You’ve already won me over. I’m there.
Sadly, I was frustrated throughout “Hitler’s Hollywood.” Writer-director Rüdiger Suchsland and narrator Udo Kier keep philosophizing unnecessarily rather than laying the groundwork and giving us context. It’s like a Nazi Film 101 class taught by a philosophy TA who insists on talking about his interpretations of the movies without actually teaching you the subject.
Death becomes them
Example: Kier must tell us a dozen times that Nazi cinema had a fascination with, and almost longing for, death. “A mythical yearning for death,” he says at one point. He says it’s tied to a Nazi regime that “did not celebrate life but a cult of death.”

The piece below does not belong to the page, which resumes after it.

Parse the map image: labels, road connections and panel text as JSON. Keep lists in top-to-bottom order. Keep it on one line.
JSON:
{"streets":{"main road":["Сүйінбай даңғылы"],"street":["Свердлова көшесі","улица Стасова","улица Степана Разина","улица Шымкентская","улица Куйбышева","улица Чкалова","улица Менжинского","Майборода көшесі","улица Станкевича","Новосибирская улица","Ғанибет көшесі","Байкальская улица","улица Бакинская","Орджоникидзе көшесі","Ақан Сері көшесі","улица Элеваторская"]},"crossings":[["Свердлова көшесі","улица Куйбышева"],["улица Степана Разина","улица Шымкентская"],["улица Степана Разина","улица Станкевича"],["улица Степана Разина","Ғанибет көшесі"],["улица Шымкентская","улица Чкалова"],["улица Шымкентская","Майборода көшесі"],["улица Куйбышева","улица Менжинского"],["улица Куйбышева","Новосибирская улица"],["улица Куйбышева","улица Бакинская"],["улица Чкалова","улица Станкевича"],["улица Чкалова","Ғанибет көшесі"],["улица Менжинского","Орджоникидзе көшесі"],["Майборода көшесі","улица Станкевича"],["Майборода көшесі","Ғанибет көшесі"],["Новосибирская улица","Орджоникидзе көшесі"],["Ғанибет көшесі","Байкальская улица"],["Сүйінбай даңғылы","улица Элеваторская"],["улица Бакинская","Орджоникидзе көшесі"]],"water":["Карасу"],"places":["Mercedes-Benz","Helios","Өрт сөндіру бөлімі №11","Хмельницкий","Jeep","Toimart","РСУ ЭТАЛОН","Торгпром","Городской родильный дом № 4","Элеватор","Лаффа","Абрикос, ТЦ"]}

The following narration, part of that discussion, comes about eight minutes into the nearly two-hour doc:
- “What is this German’s dream of death?” This German? The actress/character on screen? Or Germany generally? Wait, is this a mistranslation?

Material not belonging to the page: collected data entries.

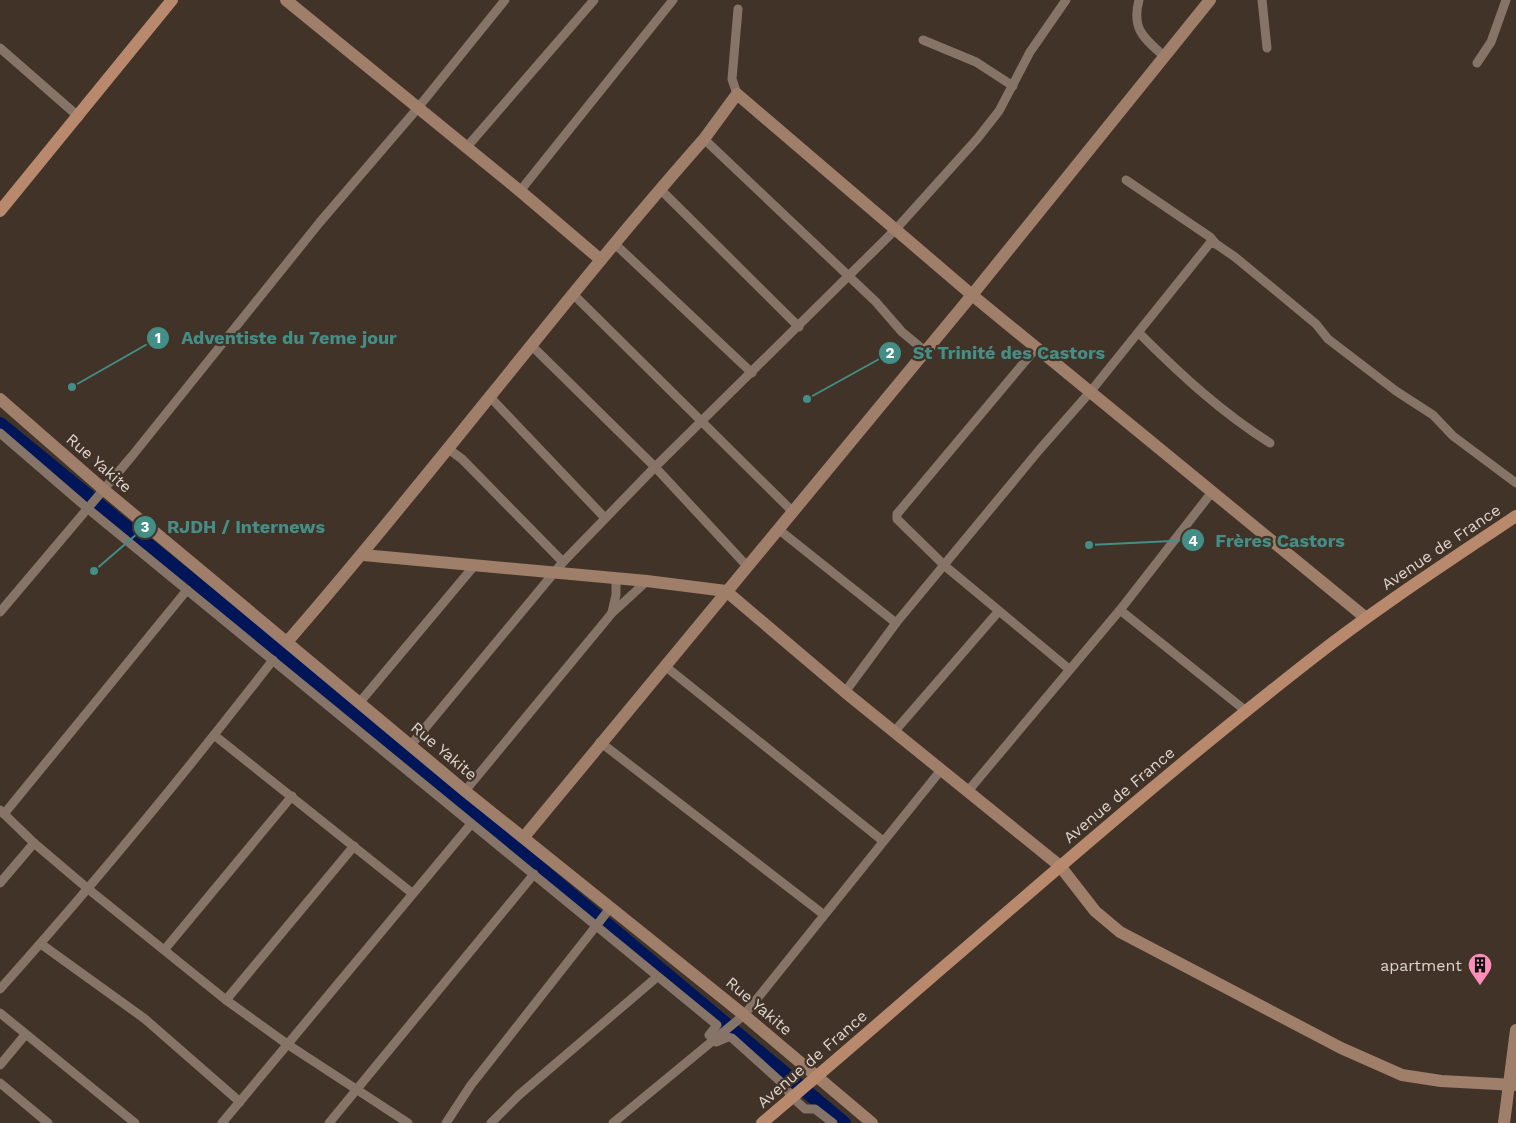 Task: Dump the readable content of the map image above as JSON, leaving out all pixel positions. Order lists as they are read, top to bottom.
{
  "streets": {
    "main road": ["Avenue de France"],
    "street": ["Rue Yakite"]
  },
  "crossings": [
    ["Rue Yakite", "Avenue de France"]
  ],
  "places": {
    "other": [
      "Adventiste du 7eme jour",
      "St Trinité des Castors",
      "Frères Castors",
      "RJDH / Internews"
    ],
    "building": ["apartment"]
  }
}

- “Nazi cinema seemed to be fascinated by death.” Yes, you’ve mentioned that.
- “Drowning in scenes of yearning for death.” OK.

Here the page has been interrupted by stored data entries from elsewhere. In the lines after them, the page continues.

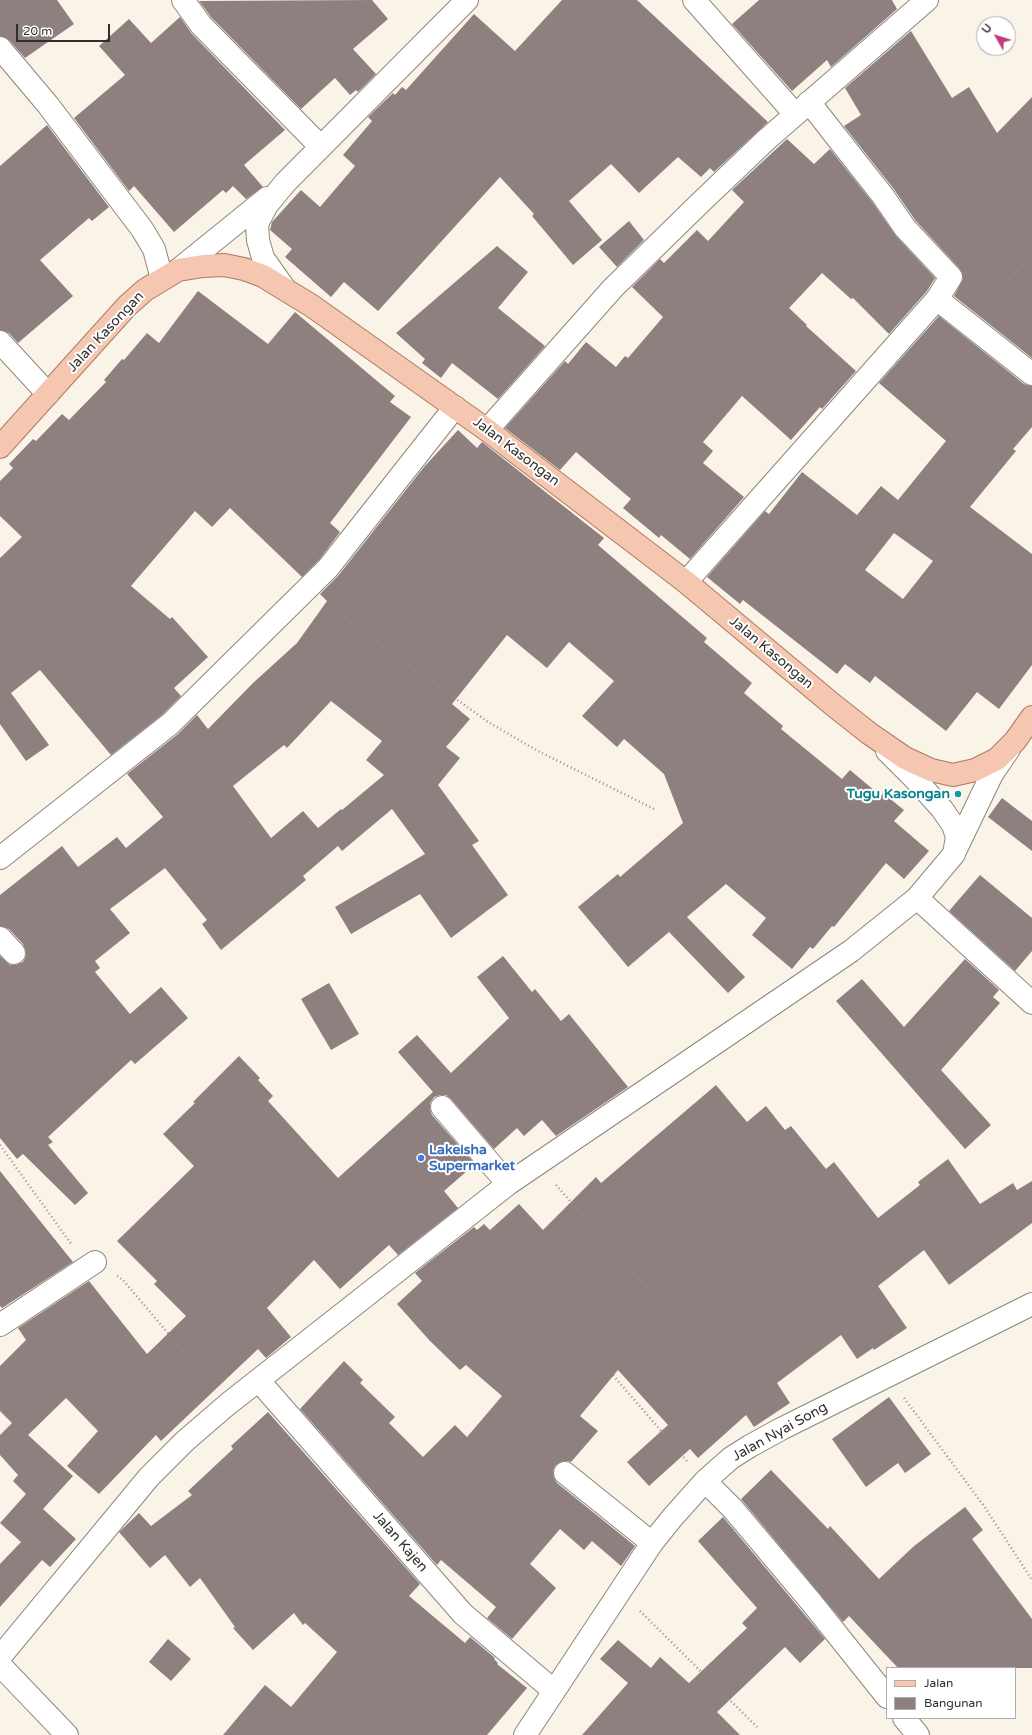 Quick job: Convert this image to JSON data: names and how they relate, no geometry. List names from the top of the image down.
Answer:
{
  "streets": {
    "main road": ["Jalan Kasongan"],
    "street": ["Jalan Nyai Song", "Jalan Kajen"]
  },
  "crossings": [
    ["Jalan Nyai Song", "Jalan Kajen"]
  ],
  "places": ["Tugu Kasongan", "Lakeisha Supermarket"],
  "legend": ["Jalan", "Bangunan"],
  "scale_bar": "20 m",
  "north": "top left"
}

- “It was in the glamorous mise-en-scene of death...” C’mon. Stop it.
- “... that cinema came close to the regime.” Yes, you’ve mentioned that.
- “Every death was a happy death in Nazi cinema.” Every death? It’s not even true among the scenes you’ve shown us.
- “Often absurdly kitsch.” [Sigh.]
- “What kind of nation was it that needs poets to be able to kill and to die?” What poets? Weren’t we just talking kitsch?
- “What is this German’s dream about?” This German again.
- “They clearly dreamed of ideals...” Ah, they. So “this German” is a mistranslation. Or something.
- “... of a safe family life, of unspoilt nature, of a sound home. Nazi cinema created an artificially perfect world: tradition and entertainment.” Aren’t artificially perfect worlds often what cinema is? Isn’t that MGM in the ’30s? So how did Nazi cinema differ?
- “What is striking about Nazi cinema....” Ah, here we go! Yes? Yes?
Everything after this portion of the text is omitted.